Paddle behind back Roll
This roll I tried so many times, again and again, but it took me years to actually do it. (Ok was not training for two years in between)
I saw this on the internet and it looks soooo easy! I still think it's not, but it looks that way once you can do it. ;-)
For a left roll extend your paddle to the right and place it on your backdeck with your right hand on the paddle shaft and your left hand on the right paddle blade, palm facing down.
Now rotate to the right and place the paddle on the water surface so that from your point of view the kayak is left to the paddle.
Now capsize backwards.
What comes now is very hard to describe and is more a think you have to get a feeling for,... Get the extended paddle blade out of the water or on the water surface and begin your sweep stroke while you already start to turn your kayak. At the same time you have to get to your foredeck with your upper body.
When the paddle has a 90 degree angle with your kayaks longitudinal axis, then press it down into the water like for storm roll / roll with arms crossed to recover.

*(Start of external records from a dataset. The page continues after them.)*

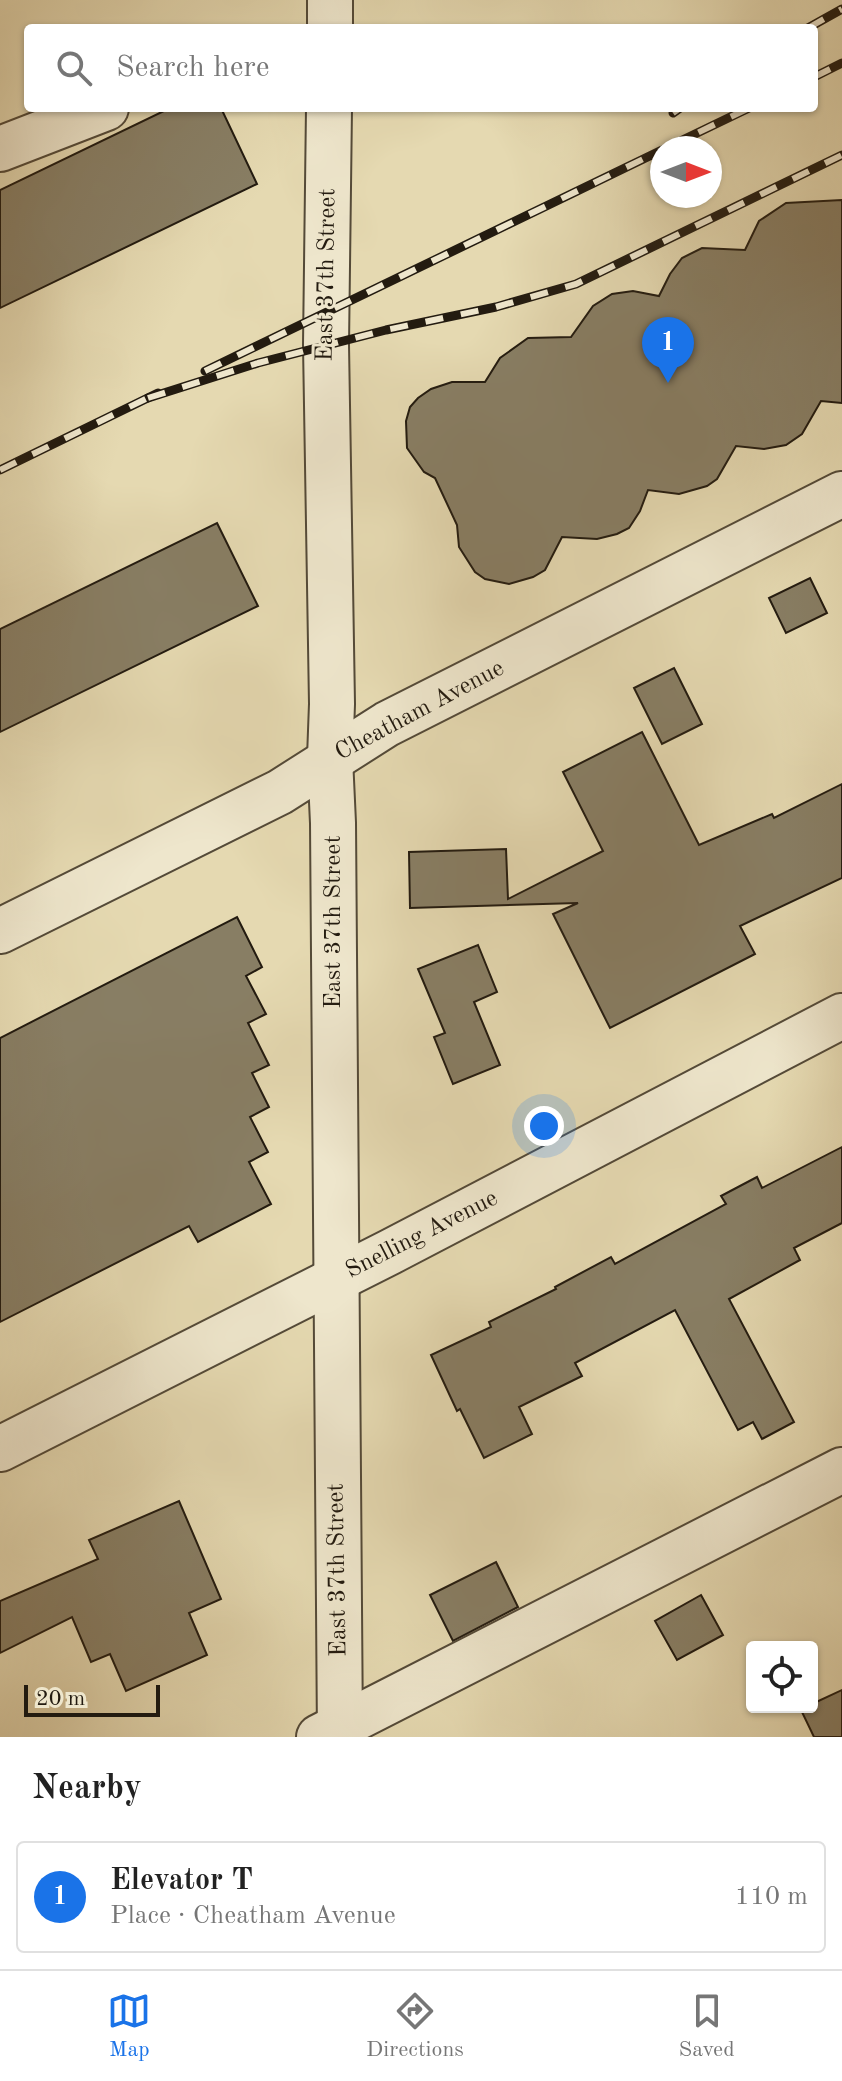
<!DOCTYPE html>
<meta charset="utf-8">
<style>
body{margin:0;font-family:"Old Standard TT",serif;background:#f6f6f6;color:#222}
.controls{position:absolute;right:24px;bottom:24px;display:grid;overflow:hidden;border-radius:8px;box-shadow:0 2px 6px #0004}
.controls button{width:72px;height:72px;display:grid;place-items:center;padding:0;border:0;border-bottom:2px solid #e0e0e0;background:#fff;color:#222;font:40px sans-serif}
.compass{position:absolute;left:650px;top:136px;width:72px;height:72px;border-radius:50%;background:#fff;box-shadow:0 2px 6px #0004;rotate:90deg}
.scale{position:absolute;left:24px;bottom:20px;width:136px;box-sizing:border-box;padding-left:8px;border:4px solid #231b10;border-top:0;font-size:22px;line-height:28px;white-space:nowrap;color:#231b10;-webkit-text-stroke:6px #eee6cc;paint-order:stroke}
.you{position:absolute;left:544px;top:1126px;width:28px;height:28px;margin:-20px;border:6px solid #fff;border-radius:50%;background:#1a73e8;box-shadow:0 0 0 12px #1a73e833}
.badge{display:grid;place-items:center;width:52px;height:52px;border-radius:50%;background:#1a73e8;color:#fff;font-size:26px;font-weight:700}
.pin{position:absolute;translate:-50% -66px;filter:drop-shadow(0 2px 4px #0008)}
.pin::after{content:'';position:absolute;top:42px;width:28px;height:24px;background:inherit;clip-path:polygon(0 0,100% 0,50% 100%)}
.list{margin:0;padding:0;list-style:none}
h2{display:flex;justify-content:space-between;align-items:center;height:104px;margin:0;padding:0 32px;font-size:34px}
h2 small{font-size:26px;font-weight:400;color:#767676}
.list li{display:grid;grid-template-columns:52px 1fr auto;gap:24px;align-items:center;box-sizing:border-box;height:112px;margin:0 16px 16px;padding:0 16px;border:2px solid #e0e0e0;border-radius:8px}
.list b{display:block;font-size:30px;white-space:nowrap}
.list p{margin:0;font-size:26px;white-space:nowrap;color:#767676}
.list em{font-size:26px;font-style:normal;color:#767676}
.icon{flex:none;width:44px;height:44px;fill:none;stroke:currentColor;stroke-width:2;stroke-linecap:round;stroke-linejoin:round}
.map{position:relative;flex:none;width:842px;height:1737px;overflow:hidden}
.search{position:absolute;background:#fff;box-shadow:0 2px 6px #0004;left:24px;right:24px;top:24px;height:88px;display:flex;align-items:center;gap:20px;box-sizing:border-box;padding:0 28px;border-radius:8px;color:#767676;font-size:30px}
.sheet{height:232px;background:#fff}
nav{display:flex;justify-content:space-around;align-items:center;box-sizing:border-box;height:112px;border-top:2px solid #e0e0e0;background:#fff;font-size:22px;color:#767676}
nav a{display:grid;justify-items:center;gap:4px}
nav .on{color:#1a73e8}
.map>svg:first-child{display:block}
.building{fill:#887e64;stroke:#231b10;stroke-width:2}
.lines{fill:none;stroke-linecap:round;stroke-linejoin:round}
.minor-casing{stroke:#544a38;stroke-width:48}
.minor{stroke:#eee6cc;stroke-width:44}
.rail-casing{stroke:#231b10;stroke-width:9}
.rail{stroke:#eee6cc;stroke-width:6;stroke-dasharray:18;stroke-linecap:butt}
.labels{text-anchor:middle;dominant-baseline:central;stroke-width:6;stroke-linejoin:round;paint-order:stroke}
.street-label{font-size:24px;fill:#231b10;stroke:#eee6cc}
</style>
<div class="map">
<svg width="842" height="1737" viewBox="0 0 842 1737">
<rect width="100%" height="100%" fill="#e5d9b1"/>
<filter id="stains"><feTurbulence type="fractalNoise" baseFrequency=".0025" numOctaves="4"/><feColorMatrix values="0 0 0 0 .2 0 0 0 0 .09 0 0 0 0 .02 0 0 0 .5 -.17"/></filter>
<radialGradient id="worn" r=".72"><stop offset=".6" stop-color="#630" stop-opacity="0"/><stop offset="1" stop-color="#630" stop-opacity=".3"/></radialGradient>
<g class="building">
<path d="M170,108H221L257,184L0,308V190Z"/>
<path d="M842,200V403L821,401L802,434L786,445L764,449L736,446L717,479L707,486L679,494L648,490L640,511L629,528L617,534L597,539L562,537L545,570L533,577L509,584L485,579L475,572L459,547L457,525L435,478L424,472L407,448L406,421L410,407L418,398L431,389L452,382H485L500,358L528,338L571,337L593,306L612,294L633,291L659,296L670,274L682,258L702,248L745,250L759,221L786,203Z"/>
<path d="M217,523L258,606L0,732V629Z"/>
<path d="M810,578L827,613L786,633L769,598Z"/>
<path d="M674,668L702,724L662,744L634,688Z"/>
<path d="M642,732L699,845L772,814L774,818L842,784V878L740,926L755,954L610,1028L553,914L578,903L410,908L409,852L506,849L508,899L603,851L563,772Z"/>
<path d="M237,917L262,967L246,976L266,1014L248,1023L269,1065L252,1073L269,1107L250,1117L268,1152L249,1162L271,1204L198,1242L189,1226L0,1322V1038Z"/>
<path d="M478,945L497,992L474,1002L500,1065L453,1084L434,1037L445,1033L418,969Z"/>
<path d="M842,1147V1223L794,1248L800,1260L729,1299L794,1422L762,1439L753,1422L738,1430L675,1310L575,1363L582,1376L519,1407L532,1434L484,1458L460,1409L457,1411L431,1355L491,1327L489,1322L556,1289L555,1287L611,1257L615,1264L726,1204L721,1196L757,1177L762,1188Z"/>
<path d="M179,1501L221,1599L189,1613L207,1655L126,1691L110,1654L91,1662L72,1617L0,1653V1601L98,1559L89,1540Z"/>
<path d="M496,1562L518,1607L453,1641L430,1595Z"/>
<path d="M701,1595L723,1635L677,1660L655,1621Z"/>
<path d="M842,1690V1737H814L801,1710L812,1707V1704Z"/>
</g>
<g class="lines">
<g class="minor-casing">
<g id="minor">
<path d="M330,28V0"/>
<path d="M329,108L326,345L332,704L330,758L333,823L340,1737"/>
<path d="M0,149L106,108"/>
<path d="M0,931L280,792L387,724L842,494"/>
<path d="M0,1449L390,1252L842,1016"/>
<path d="M319,1737L842,1470"/>
</g>
</g>
<use href="#minor" class="minor"/>
<g class="rail-casing">
<g id="rail">
<path d="M808,28L842,9"/>
<path d="M814,77L842,63"/>
<path d="M673,113L680,108"/>
<path d="M666,148L749,108"/>
<path d="M205,371L662,150"/>
<path d="M148,398L258,363L386,330L496,307L576,284L842,155"/>
<path d="M0,470L158,393"/>
</g>
</g>
<use href="#rail" class="rail"/>
</g>
<g class="labels">
<g class="street-label">
<text transform="translate(327 275) rotate(-89)">East 37th Street</text>
<text transform="translate(420 711) rotate(-28)">Cheatham Avenue</text>
<text transform="translate(334 922) rotate(-90)">East 37th Street</text>
<text transform="translate(422 1235) rotate(-27)">Snelling Avenue</text>
<text transform="translate(338 1570) rotate(-91)">East 37th Street</text>
</g>
</g>
<rect width="100%" height="100%" filter="url(#stains)"/>
<rect width="100%" height="100%" fill="url(#worn)"/>
</svg>
<div class="controls">
<button><svg class="icon" aria-label="locate" viewBox="0 0 24 24"><circle cx="12" cy="12" r="6"/><path d="M12 2v4M12 18v4M2 12h4M18 12h4"/></svg></button>
</div>
<svg class="compass" viewBox="-18 -18 36 36"><path d="M0-13l5 13h-10z" fill="#e53935"/><path d="M0 13l5-13h-10z" fill="#767676"/></svg>
<div class="scale">20 m</div>
<div class="you"></div>
<div class="pin badge" style="left:668px;top:383px">1</div>
<div class="search"><svg class="icon" aria-label="search" viewBox="0 0 24 24"><circle cx="10" cy="10" r="6"/><path d="M15 15l6 6"/></svg>Search here</div>
</div>
<section class="sheet">
<h2>Nearby<small></small></h2>
<ul class="list">
<li><span class="badge">1</span><div><b>Elevator T</b><p>Place · Cheatham Avenue</p></div><em>110 m</em></li>
</ul>
</section>
<nav>
<a class="on"><svg class="icon" aria-label="map" viewBox="0 0 24 24"><path d="M3 6l6-2 6 2 6-2v14l-6 2-6-2-6 2zM9 4v14M15 6v14"/></svg>Map</a>
<a><svg class="icon" aria-label="directions" viewBox="0 0 24 24"><path d="M12 3l9 9-9 9-9-9zM9 14v-3h6M13 9l2 2-2 2"/></svg>Directions</a>
<a><svg class="icon" aria-label="saved" viewBox="0 0 24 24"><path d="M7 4h10v16l-5-4-5 4z"/></svg>Saved</a>
</nav>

Reverse Roll with paddle behind head
This is a nice variation of the reverse roll, which took me quite long to learn. I guess this was mainly because i started to early and was not even secure in the normal reverse roll.
To do a left roll, extend your paddle to the right and place the left blade behind your head. Now rotate to the right and capsize backwards.
The movement is the same as for the reverse roll, however instead of pushing from above onto the blade, now the paddle is behind your head so you more or less 'hang' below the paddle.
Of course you still push down into the water, but as the paddle is behind your head it feels like pulling the paddle into your neck.
Same sweep and recovery as for the normal reverse roll.
Roll with arms crossed
How i hated this roll: low points at the beginning of the list and looks quite easy on youtube videos, but I tried ages to perform my first real one,...
Ok, for me this was because I wasn't even good at the storm roll, so no wonder.
Actually this is exactly the storm roll, only that your leading hand is exchanged.
Another important thing for both rolls: do not begin your roll before the paddle is on the water surface or even above in the air.
For a left roll have both hands in the middle of the paddle shaft, the left one more foreward and on top of the right hand which is more aft, both hands have contact with each other.
Place your paddle on your left side and let it float on the surface.
Now capsize to the left.
Under water extend the paddle so that it has a 90 degree angle with the longitudinal axis and is on the water surface or slightly above.
Now your hands should be next to the kayak on the kayaks left side. After the roll you'll have the hands on the kayaks right side, so you have to move them in an arc over the foredeck (and the kayak underneath them) during the roll.
Keep your head on the foredeck all the times.
To make it slightly easier, you can extend the paddle before capsizing, so that your hands are lying at one end of the paddle shaft.